━━━━━ Supplied data

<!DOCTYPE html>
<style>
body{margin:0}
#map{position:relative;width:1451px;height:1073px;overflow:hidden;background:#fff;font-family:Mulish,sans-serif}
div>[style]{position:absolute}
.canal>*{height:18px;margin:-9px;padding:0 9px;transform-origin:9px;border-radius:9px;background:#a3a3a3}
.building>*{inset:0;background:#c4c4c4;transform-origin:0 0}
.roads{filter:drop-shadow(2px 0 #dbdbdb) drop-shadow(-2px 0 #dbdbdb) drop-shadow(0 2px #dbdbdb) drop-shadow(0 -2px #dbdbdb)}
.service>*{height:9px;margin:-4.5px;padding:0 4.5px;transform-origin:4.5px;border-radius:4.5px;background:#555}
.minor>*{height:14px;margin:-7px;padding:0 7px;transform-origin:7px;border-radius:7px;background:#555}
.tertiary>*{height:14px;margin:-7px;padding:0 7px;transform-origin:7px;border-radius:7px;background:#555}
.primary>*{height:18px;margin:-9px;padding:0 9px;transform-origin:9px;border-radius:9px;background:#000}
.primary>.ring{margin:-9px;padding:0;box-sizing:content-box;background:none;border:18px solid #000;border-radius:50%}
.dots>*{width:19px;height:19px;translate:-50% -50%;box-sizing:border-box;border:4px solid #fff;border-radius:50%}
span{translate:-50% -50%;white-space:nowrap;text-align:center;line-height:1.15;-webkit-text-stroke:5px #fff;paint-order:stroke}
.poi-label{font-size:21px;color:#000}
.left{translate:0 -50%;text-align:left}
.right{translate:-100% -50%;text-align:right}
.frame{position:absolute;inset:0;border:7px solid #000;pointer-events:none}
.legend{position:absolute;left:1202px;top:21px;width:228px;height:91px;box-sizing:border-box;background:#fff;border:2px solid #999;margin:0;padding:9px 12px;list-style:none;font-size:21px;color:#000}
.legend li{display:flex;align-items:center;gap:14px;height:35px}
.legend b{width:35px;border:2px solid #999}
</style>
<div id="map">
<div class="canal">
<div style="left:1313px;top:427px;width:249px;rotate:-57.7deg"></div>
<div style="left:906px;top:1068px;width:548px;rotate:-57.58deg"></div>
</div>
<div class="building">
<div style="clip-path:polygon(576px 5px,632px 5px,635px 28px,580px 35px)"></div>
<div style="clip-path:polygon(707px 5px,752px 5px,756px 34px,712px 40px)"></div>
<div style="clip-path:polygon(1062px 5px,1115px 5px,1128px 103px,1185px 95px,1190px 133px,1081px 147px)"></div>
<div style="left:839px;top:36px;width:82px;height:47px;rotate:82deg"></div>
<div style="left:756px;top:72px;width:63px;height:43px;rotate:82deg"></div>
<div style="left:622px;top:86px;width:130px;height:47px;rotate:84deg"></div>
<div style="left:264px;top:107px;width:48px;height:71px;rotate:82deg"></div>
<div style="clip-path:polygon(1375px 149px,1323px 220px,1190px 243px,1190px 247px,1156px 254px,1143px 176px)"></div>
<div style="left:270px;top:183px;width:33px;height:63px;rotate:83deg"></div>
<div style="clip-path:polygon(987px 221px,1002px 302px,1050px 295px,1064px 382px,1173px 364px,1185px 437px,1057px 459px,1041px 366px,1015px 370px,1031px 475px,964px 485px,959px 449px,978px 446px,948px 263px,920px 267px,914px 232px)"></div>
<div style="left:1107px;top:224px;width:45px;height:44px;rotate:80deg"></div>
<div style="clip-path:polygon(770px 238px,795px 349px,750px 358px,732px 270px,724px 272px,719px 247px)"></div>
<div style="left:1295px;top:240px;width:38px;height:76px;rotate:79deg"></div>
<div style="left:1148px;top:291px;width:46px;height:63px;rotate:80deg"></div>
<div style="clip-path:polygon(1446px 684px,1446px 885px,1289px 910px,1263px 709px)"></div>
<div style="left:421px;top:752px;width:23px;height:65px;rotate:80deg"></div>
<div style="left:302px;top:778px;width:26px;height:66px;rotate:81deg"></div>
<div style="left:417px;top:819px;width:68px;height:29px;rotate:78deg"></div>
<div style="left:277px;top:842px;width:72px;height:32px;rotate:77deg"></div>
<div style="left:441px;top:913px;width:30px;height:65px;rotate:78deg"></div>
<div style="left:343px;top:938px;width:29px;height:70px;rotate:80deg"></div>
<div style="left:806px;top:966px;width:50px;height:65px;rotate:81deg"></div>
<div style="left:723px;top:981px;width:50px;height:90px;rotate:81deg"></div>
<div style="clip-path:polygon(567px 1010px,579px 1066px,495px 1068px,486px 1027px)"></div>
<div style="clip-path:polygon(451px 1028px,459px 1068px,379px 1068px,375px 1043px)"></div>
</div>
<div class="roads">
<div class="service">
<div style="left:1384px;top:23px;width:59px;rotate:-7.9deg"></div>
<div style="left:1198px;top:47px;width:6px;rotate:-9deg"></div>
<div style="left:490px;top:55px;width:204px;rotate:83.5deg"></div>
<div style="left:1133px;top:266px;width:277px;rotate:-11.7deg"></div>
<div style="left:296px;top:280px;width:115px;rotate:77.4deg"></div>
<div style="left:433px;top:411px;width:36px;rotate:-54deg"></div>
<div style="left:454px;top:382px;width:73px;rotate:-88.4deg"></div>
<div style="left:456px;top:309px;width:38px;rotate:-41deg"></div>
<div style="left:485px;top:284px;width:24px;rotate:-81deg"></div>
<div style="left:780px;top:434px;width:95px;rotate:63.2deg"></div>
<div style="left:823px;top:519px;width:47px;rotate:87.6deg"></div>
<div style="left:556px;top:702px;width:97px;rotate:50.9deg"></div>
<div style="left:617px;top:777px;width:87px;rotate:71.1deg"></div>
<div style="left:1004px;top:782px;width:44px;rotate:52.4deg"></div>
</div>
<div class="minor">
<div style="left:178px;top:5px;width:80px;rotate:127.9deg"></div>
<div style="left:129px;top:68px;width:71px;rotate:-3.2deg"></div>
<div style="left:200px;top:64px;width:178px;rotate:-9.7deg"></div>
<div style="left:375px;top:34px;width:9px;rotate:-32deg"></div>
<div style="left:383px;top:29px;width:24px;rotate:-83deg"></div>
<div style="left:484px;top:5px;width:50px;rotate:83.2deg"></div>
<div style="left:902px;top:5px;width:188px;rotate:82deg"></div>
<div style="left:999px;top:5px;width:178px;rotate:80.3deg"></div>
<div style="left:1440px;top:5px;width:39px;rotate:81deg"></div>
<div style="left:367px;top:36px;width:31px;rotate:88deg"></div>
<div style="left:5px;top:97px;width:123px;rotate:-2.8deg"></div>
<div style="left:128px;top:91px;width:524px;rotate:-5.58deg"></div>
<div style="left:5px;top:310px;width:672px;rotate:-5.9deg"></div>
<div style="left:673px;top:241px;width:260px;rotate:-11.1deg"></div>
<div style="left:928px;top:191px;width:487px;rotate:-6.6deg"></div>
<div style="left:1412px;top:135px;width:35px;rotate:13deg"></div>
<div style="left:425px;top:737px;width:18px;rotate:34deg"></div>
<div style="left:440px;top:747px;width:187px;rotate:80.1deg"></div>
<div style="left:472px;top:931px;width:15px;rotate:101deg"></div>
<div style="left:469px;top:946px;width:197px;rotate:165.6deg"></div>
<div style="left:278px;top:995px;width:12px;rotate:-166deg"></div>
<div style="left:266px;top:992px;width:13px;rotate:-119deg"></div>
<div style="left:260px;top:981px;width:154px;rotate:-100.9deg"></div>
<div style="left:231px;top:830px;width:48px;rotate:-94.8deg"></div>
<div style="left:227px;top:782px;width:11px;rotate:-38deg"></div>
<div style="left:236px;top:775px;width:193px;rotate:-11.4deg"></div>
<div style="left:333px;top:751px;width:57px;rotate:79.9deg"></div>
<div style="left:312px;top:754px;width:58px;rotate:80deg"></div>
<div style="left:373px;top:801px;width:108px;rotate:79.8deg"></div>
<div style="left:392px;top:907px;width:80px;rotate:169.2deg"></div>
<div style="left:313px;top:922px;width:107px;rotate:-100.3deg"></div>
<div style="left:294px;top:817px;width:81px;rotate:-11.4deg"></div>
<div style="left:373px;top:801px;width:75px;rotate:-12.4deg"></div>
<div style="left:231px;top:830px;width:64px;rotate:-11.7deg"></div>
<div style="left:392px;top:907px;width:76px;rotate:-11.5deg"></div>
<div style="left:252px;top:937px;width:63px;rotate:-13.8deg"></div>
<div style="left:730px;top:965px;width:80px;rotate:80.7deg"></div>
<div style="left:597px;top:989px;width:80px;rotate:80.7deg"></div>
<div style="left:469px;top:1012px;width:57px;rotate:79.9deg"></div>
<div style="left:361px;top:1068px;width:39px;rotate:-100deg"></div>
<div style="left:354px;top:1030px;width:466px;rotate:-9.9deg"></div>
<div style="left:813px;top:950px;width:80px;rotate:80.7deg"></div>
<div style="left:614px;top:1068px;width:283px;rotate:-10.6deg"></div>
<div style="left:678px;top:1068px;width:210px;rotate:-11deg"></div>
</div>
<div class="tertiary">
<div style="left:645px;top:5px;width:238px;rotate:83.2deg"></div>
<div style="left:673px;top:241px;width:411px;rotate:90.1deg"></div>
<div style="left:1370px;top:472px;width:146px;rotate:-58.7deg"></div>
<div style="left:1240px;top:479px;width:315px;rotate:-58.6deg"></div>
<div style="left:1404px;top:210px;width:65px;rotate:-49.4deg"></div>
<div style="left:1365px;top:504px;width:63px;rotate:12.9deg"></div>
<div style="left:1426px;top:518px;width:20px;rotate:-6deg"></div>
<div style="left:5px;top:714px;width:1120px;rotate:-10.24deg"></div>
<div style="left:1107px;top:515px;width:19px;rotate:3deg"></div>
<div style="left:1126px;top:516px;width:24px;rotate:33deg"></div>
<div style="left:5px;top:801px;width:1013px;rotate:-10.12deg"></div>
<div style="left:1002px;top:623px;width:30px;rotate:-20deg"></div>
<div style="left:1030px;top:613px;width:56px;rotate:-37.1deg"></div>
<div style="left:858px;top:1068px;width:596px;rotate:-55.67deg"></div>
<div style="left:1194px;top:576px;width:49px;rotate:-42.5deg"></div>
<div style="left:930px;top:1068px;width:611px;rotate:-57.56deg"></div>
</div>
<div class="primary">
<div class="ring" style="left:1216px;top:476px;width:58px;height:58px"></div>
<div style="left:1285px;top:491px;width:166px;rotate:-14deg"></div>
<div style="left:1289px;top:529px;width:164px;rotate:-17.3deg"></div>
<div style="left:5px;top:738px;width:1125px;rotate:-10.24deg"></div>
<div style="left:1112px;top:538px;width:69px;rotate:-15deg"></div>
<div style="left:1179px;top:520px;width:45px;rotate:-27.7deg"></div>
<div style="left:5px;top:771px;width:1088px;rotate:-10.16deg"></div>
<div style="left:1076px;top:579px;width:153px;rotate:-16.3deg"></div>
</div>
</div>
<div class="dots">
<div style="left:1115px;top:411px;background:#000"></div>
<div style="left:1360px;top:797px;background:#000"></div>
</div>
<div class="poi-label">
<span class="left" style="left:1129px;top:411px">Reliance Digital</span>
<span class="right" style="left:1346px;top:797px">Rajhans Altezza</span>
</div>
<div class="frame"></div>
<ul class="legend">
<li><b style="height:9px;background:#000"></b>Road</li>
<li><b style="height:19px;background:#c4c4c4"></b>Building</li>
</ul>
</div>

━━━━━━━━━━

§ Requirement:
Restate word for word only the lines running from the beginning of the data to the line holding "0 #dbdbdb) drop-shadow(-2px", both included.

§ Exercise response:
<!DOCTYPE html>
<style>
body{margin:0}
#map{position:relative;width:1451px;height:1073px;overflow:hidden;background:#fff;font-family:Mulish,sans-serif}
div>[style]{position:absolute}
.canal>*{height:18px;margin:-9px;padding:0 9px;transform-origin:9px;border-radius:9px;background:#a3a3a3}
.building>*{inset:0;background:#c4c4c4;transform-origin:0 0}
.roads{filter:drop-shadow(2px 0 #dbdbdb) drop-shadow(-2px 0 #dbdbdb) drop-shadow(0 2px #dbdbdb) drop-shadow(0 -2px #dbdbdb)}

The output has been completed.